Grayson is no stranger to free speech, having used his own First Amendment right to call an adviser to Federal Reserve Chairman Ben Bernanke a "whore." He later apologized for that.
He also earned scorn from the Anti-Defamation League for calling the U.S. health care system a "holocaust in America" and for saying that the Republicans' health care plan was to have patients "die quickly."
But Grayson's outspokenness has earned him fans and money. The freshman congressman claims he collected $803,000 in first quarter donations this year.
Grayson was just one of 10 "official" winners of the Muzzle this year. And, unlike previous years, according to Jefferson Center Director Bob O'Neil, all 10 winners were government and school officials. There were no corporations or other private entities in the mix this year.
The Alabama Alcohol Beverage Control Board won its Muzzle for banning the sale and distribution of a California wine because it displays "a person posed in an immoral or sensuous manner." The questionable image is a replica of an 1895 French poster featuring a nymph flying next to a winged bicycle.
"If you magnify it by three- or four-fold, even then you could barely detect a nipple," O'Neil said.
Another Muzzle went to administrators at Southwestern College in Chula Vista, Calif., for the school's policy of limiting protests to a "free-speech patio."
Faculty members who tried to move to a nearby courtyard when protesting budget cuts were banned from campus. After public outcry, officials lifted the ban, but the free-speech patio remains, O'Neil said.
Southwestern spokesman Chris Bender said Tuesday that it was an issue of public safety, and that "the Jefferson Center has confused protecting free speech with protecting people from getting hurt."
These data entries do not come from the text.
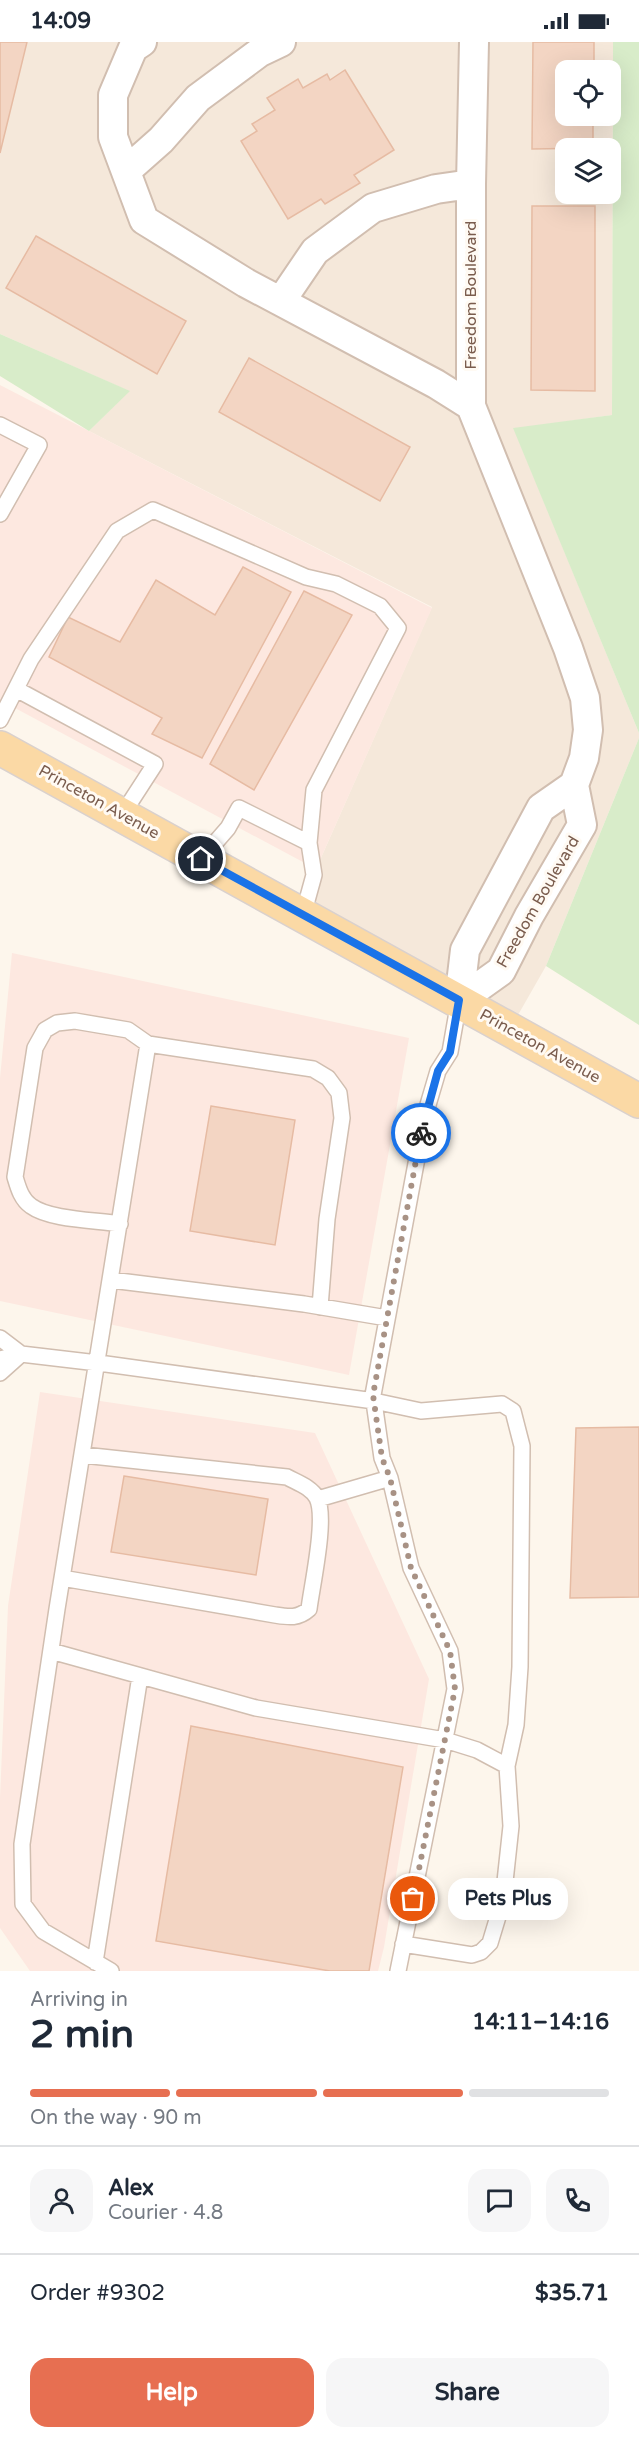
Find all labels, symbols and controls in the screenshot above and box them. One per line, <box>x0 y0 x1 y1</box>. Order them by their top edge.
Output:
text: 14:09 <box>30 8 91 34</box>
map controls <box>555 60 621 204</box>
button: locate <box>555 60 621 126</box>
button: layers <box>555 138 621 204</box>
street label: Freedom Boulevard <box>461 221 481 369</box>
street label: Princeton Avenue <box>35 761 163 843</box>
pin <box>175 833 226 884</box>
street label: Freedom Boulevard <box>492 833 584 971</box>
icon: home <box>184 842 217 875</box>
street label: Princeton Avenue <box>476 1005 604 1087</box>
courier <box>391 1103 451 1163</box>
icon: bike <box>405 1117 438 1150</box>
pin <box>387 1873 438 1924</box>
callout: Pets Plus <box>449 1878 569 1920</box>
icon: bag <box>396 1882 429 1915</box>
text: Pets Plus <box>465 1887 552 1911</box>
text: Arriving in <box>30 1988 128 2012</box>
text: 14:11–14:16 <box>472 2009 609 2035</box>
text: 2 min <box>30 2011 134 2058</box>
text: On the way · 90 m <box>30 2106 202 2130</box>
button: person <box>30 2169 93 2232</box>
button: chat <box>468 2169 531 2232</box>
button: phone <box>546 2169 609 2232</box>
text: Alex <box>108 2175 154 2201</box>
text: Courier · 4.8 <box>108 2201 223 2225</box>
text: Order #9302 <box>30 2280 165 2306</box>
text: $35.71 <box>535 2280 609 2306</box>
button: Help <box>30 2358 314 2427</box>
button: Share <box>326 2358 609 2427</box>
A Muzzle went to the Las Vegas Police Department for trying to keep musicians from performing on the main strip, despite the fact that streets, sidewalks and parks are considered public forums.
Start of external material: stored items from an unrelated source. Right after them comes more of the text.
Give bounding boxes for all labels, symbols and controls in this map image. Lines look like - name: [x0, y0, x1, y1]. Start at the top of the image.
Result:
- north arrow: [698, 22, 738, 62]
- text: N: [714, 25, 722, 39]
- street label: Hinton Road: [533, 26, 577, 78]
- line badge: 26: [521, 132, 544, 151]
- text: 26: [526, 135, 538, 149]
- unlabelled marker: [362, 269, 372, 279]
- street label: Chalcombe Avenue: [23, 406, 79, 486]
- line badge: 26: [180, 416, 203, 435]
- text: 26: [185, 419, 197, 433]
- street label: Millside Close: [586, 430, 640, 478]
"You'd think that on the Las Vegas strip, of all places, there'd be lots of levity," but among those police cited last year under local ordinances were an Elvis impersonator and a woman who sang and played guitar. A federal lawsuit was filed challenging the police's actions. A settlement appears to be in the works, O'Neil said.
Oklahoma's tax commission won a Muzzle for denying an "IM GAY" personalized license plate, citing a rule barring plates that might be "offensive to the general public."
Keith Kimmel challenged the decision in court, but O'Neil said the lawsuit won't proceed because Kimmel died in March. O'Neil noted the government improperly curbs free speech when it creates a forum for public expression, then allows only some messages to be expressed.
The Virginia Department of Corrections won a Muzzle for denying inmate Kyle Mabe a compact disc containing audio of a Christian sermon, which the center said violated his constitutional rights of free speech and religious freedom. The corrections department has since revised its policy to allow inmates to order religious CDs, effective June 1.
Other winners include: The Puerto Rico Department of Education for banning five books at high schools; the Texas Legislature for passing legislation requiring the state film commission to deny tax incentives for films shot in the state that portray Texas negatively; Chicago Alderman James Balcer for unilaterally ordering that an artist's mural be painted over, even though the artist properly sought permission from the private building's owner.
Muzzles also went to West Fargo School Board in North Dakota and Orange County, Calif., High School Principal S.K. Johnson. The faculty adviser of the West Fargo High School student newspaper was removed from that position because administrators thought he allowed too much negative content. Johnson locked all 300 copies of a student-produced magazine in a locker because it featured tattooed students and a "gang-looking" cover that the principal didn't think represented a positive image of the school.
"What strikes us is that practicing censorship, as they've done, sends the wrong message to student journalists," O'Neil said.
The Associated Press contributed to this report.